• Filipe Manana's avatar
    Btrfs: avoid fallback to transaction commit during fsync of files with holes · ebb92906
    Filipe Manana authored
    When we are doing a full fsync (bit BTRFS_INODE_NEEDS_FULL_SYNC set) of a
    file that has holes and has file extent items spanning two or more leafs,
    we can end up falling to back to a full transaction commit due to a logic
    bug that leads to failure to insert a duplicate file extent item that is
    meant to represent a hole between the last file extent item of a leaf and
    the first file extent item in the next leaf. The failure (EEXIST error)

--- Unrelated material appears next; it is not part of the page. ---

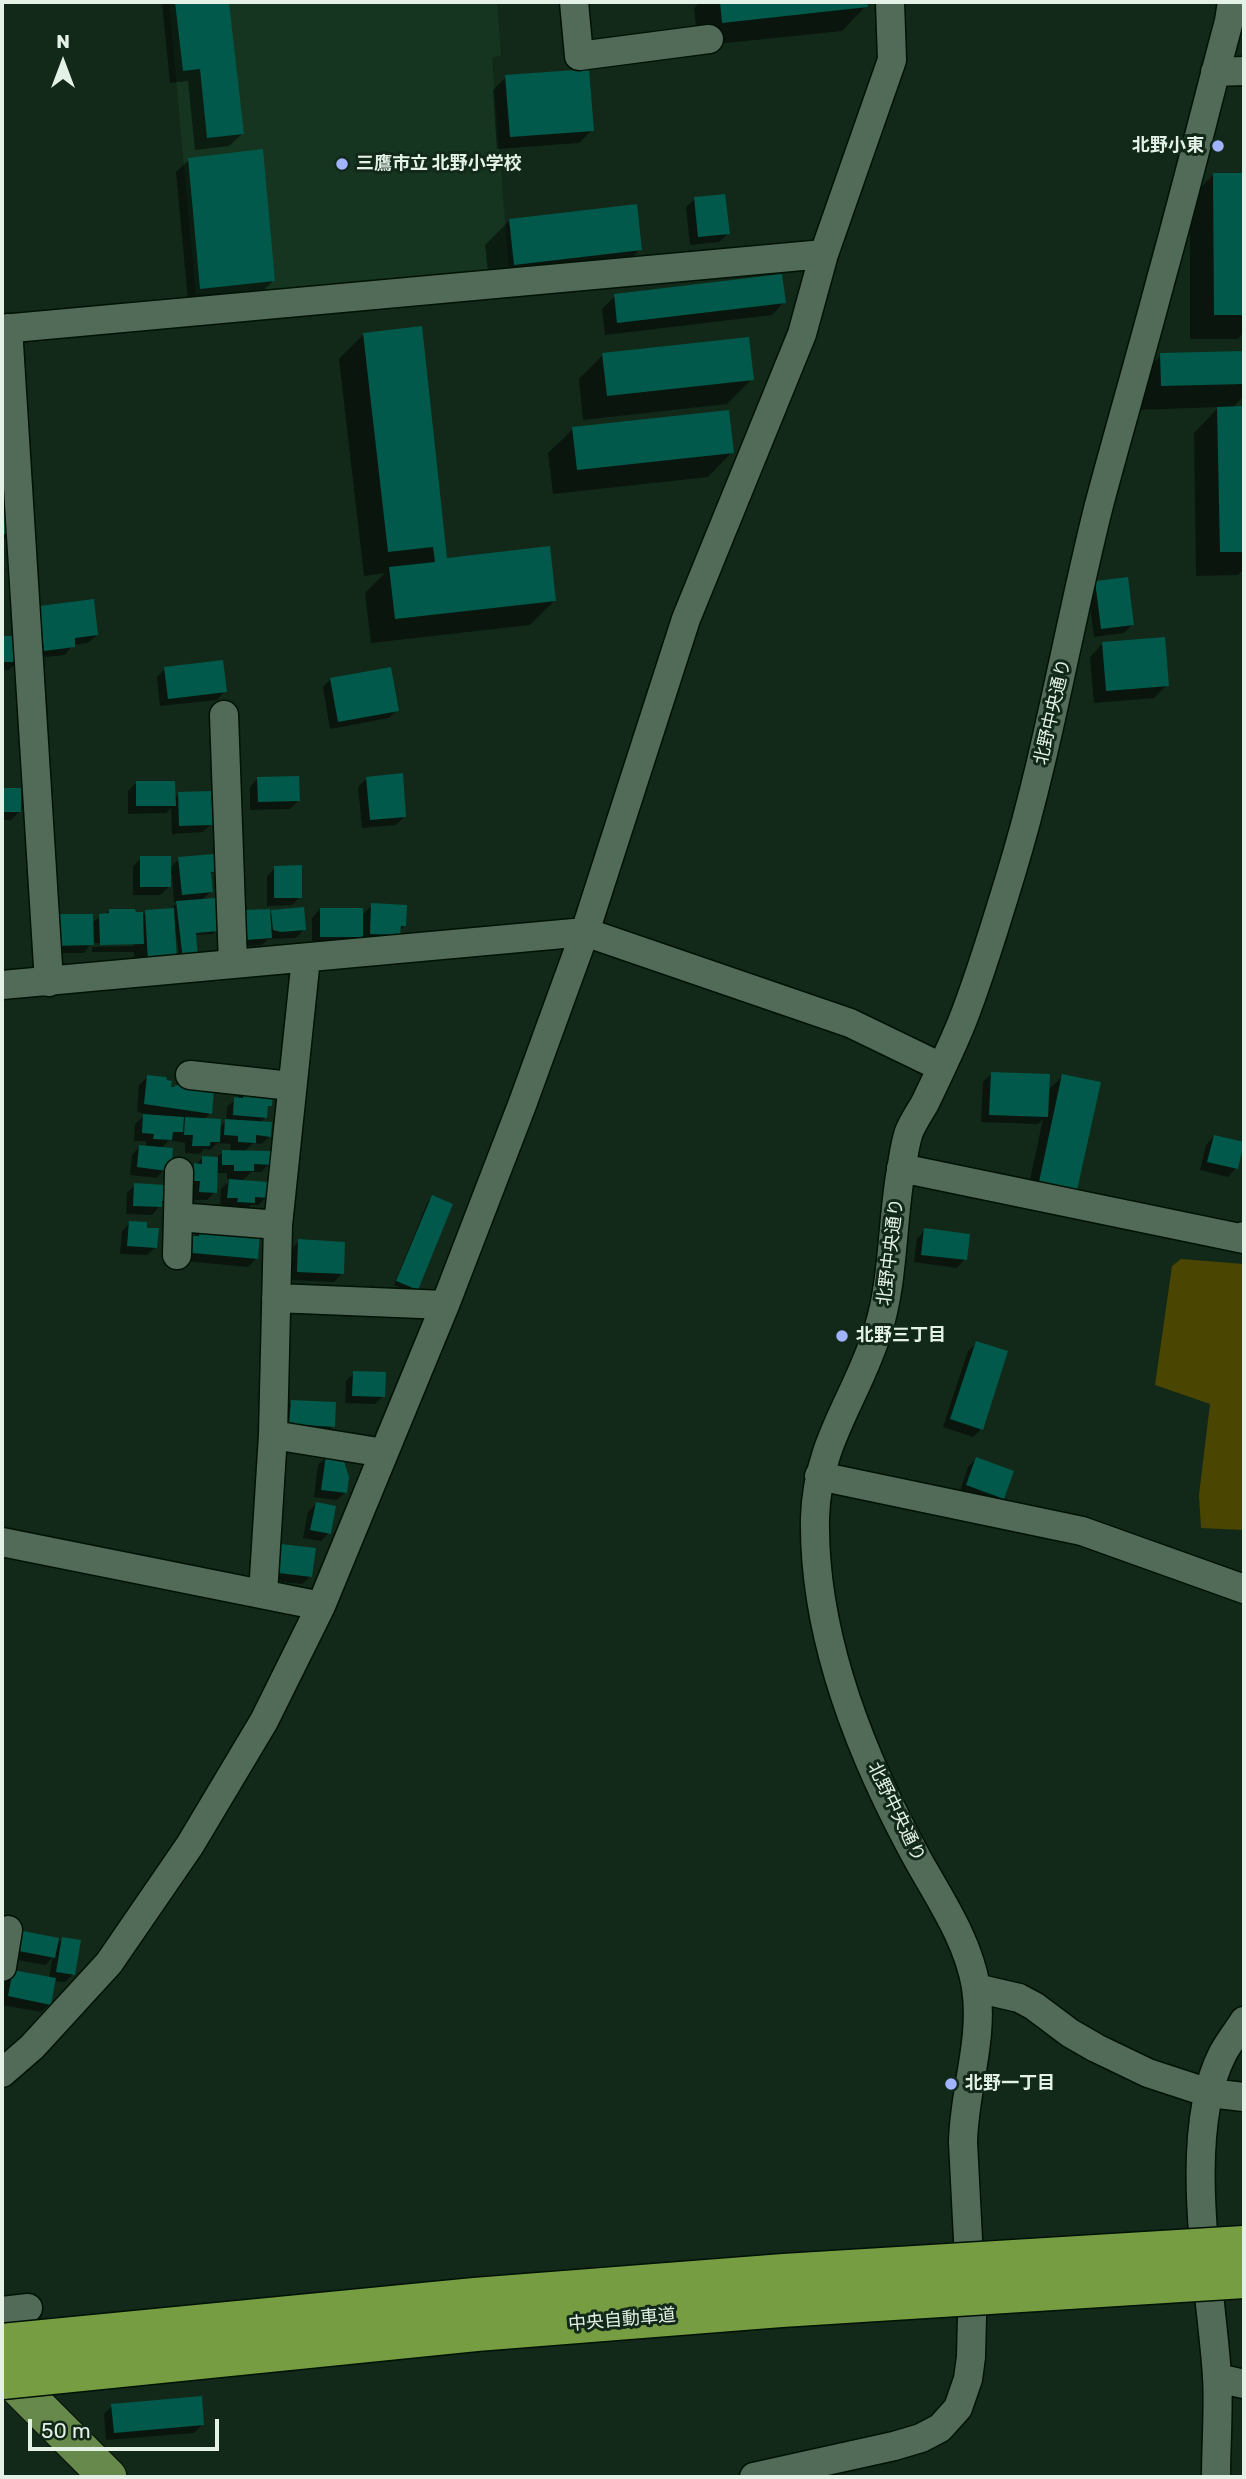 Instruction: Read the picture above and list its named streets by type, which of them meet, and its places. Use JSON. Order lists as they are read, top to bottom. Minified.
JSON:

    leads to a transaction commit (as most errors when logging an inode do).
    
    For example, we have the two following leafs:
    
    Leaf N:
    
      -----------------------------------------------
      | ..., ..., ..., (257, FILE_EXTENT_ITEM, 64K) |
      -----------------------------------------------
      The file extent item at the end of leaf N has a length of 4Kb,
      representing the file range from 64K to 68K - 1.
    
    Leaf N + 1:
    
      -----------------------------------------------
      | (257, FILE_EXTENT_ITEM, 72K), ..., ..., ... |
      -----------------------------------------------
      The file extent item at the first slot of leaf N + 1 has a length of
      4Kb too, representing the file range from 72K to 76K - 1.
    
    During the full fsync path, when we are at tree-log.c:copy_items() with
    leaf N as a parameter, after processing the last file extent item, that
    represents the extent at offset 64K, we take a look at the first file
    extent item at the next leaf (leaf N + 1), and notice there's a 4K hole
    between the two extents, and therefore we insert a file extent item
    representing that hole, starting at file offset 68K and ending at offset
    72K - 1. However we don't update the value of *last_extent, which is used
    to represent the end offset (plus 1, non-inclusive end) of the last file
    extent item inserted in the log, so it stays with a value of 68K and not
    with a value of 72K.
    
    Then, when copy_items() is called for leaf N + 1, because the value of
    *last_extent is smaller then the offset of the first extent item in the
    leaf (68K < 72K), we look at the last file extent item in the previous
    leaf (leaf N) and see it there's a 4K gap between it and our first file
    extent item (again, 68K < 72K), so we decide to insert a file extent item
    representing the hole, starting at file offset 68K and ending at offset
    72K - 1, this insertion will fail with -EEXIST being returned from
    btrfs_insert_file_extent() because we already inserted a file extent item
    representing a hole for this offset (68K) in the previous call to
    copy_items(), when processing leaf N.
    
    The -EEXIST error gets propagated to the fsync callback, btrfs_sync_file(),
    which falls back to a full transaction commit.
    
    Fix this by adjusting *last_extent after inserting a hole when we had to
    look at the next leaf.
    
    Fixes: 4ee3fad3 ("Btrfs: fix fsync after hole punching when using no-holes feature")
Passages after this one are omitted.